The exploratory investigation of PRNT50 titres using cluster analysis also gives insight into the size of the population at potential risk of secondary, and hence severe, dengue infection. While individuals in clusters 2, 3, 5 and 6 showed post-primary-like PRNT50 titres and can thus be considered at a low risk of symptomatic infection, individuals in cluster 1, who showed a single dominant PRNT50 titre, might be vulnerable to antibody dependence enhancement (ADE). The relative proportions of samples collected in 2009 and 2013 forming clusters 6 and 1, respectively (with 5% higher proportion of subjects sampled in 2009 in cluster 6 and 5% higher proportion of subjects sampled in 2013 in cluster 1) suggest that DENV2 was the dominant serotype between 2009 and 2013. In clusters 1 and 4 (which were suggested as DENV-1 infections), the proportions of subjects between 36 and 55 years of age were relatively low in 2009 compared with the proportions observed in 2013. The considerable increase in the relative proportion of 36–55 years-old with DENV1 antibody titres from 2009 to 2013 is consistent and indicative of the occurrence of a DENV1 epidemic in 2013 [17]. The fact that DENV1 seroprevalence is high among older age-classes in 2013 is line with the relatively low force of infection of DENV1 in Singapore compared to other transmission settings and with the declining transmission intensity observed over the years and with population aging [20]. Similarly, the 10% increase in the proportion of the youngest age groups in cluster 1 between 2009 and 2013 (from 23 to 26.5%) is also indicative of the occurrence of a DENV2 epidemic between 2009 and 2013. In addition, in the analysis of the samples collected in 2013, the presence of cluster 5, which is characterised by multitypic patterns with DENV3 dominant titres, suggests that there was an increasing circulation of DENV3 between 2009 and 2013 in Singapore. These interpretations are consistent with the virus surveillance data presented in Rajarethinam et al. [17].

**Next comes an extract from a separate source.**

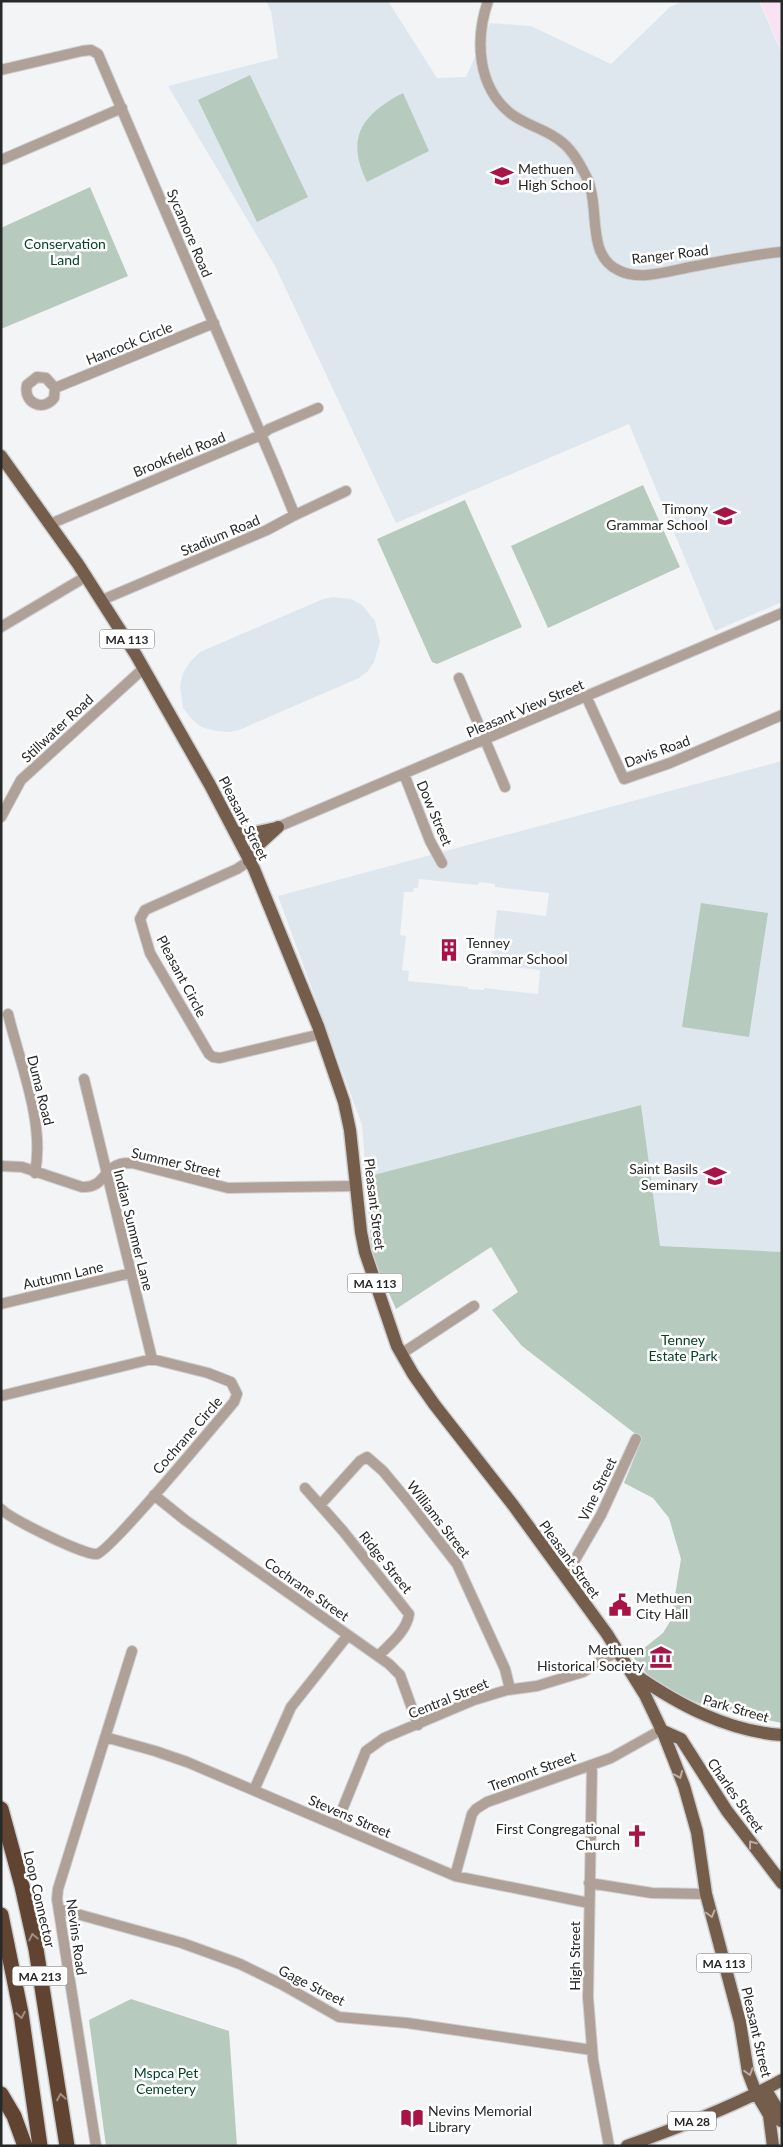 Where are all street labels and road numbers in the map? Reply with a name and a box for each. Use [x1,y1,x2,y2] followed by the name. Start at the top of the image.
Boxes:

In this study, we presented an exploratory application of cluster analysis to classify seropositive individuals into groups with similar PRNT50 antibody patterns against specific dengue serotypes circulating in the Singaporean population in 2009–2013. The use of cluster analysis does not depend on pre-defined cut-off thresholds to define dengue exposure (which typically show substantial variations between laboratories) nor relies on a dichotomous classification of the PRNT50 titres into positive or negative results. While cluster analysis can provide qualitative information on the intensity of dengue transmission and detect the circulation of new serotypes, this framework does not allow to pin down how antibody titres change in time and the exact proportion of infections occurring in the clusters between seroprevalence surveys. In addition, the results of cluster analysis are sensitive to small changes in the data and to the specific clustering algorithm adopted for classification. In this analysis we used weighted rank aggregation using multiple internal validation metrics to ensure optimal clustering results. By study design, PRNT was performed on IgG seropositive samples and therefore the sampled population does not include the most recent primary infections that occurred around the sampling date (e.g. less than three weeks before the blood sample was taken) [21]. Moreover, because the samples tested by PRNT were randomly selected in an equal number within each age group, the age distribution of the samples used in this study is not representative of the actual seroprevalence in the Singaporean population.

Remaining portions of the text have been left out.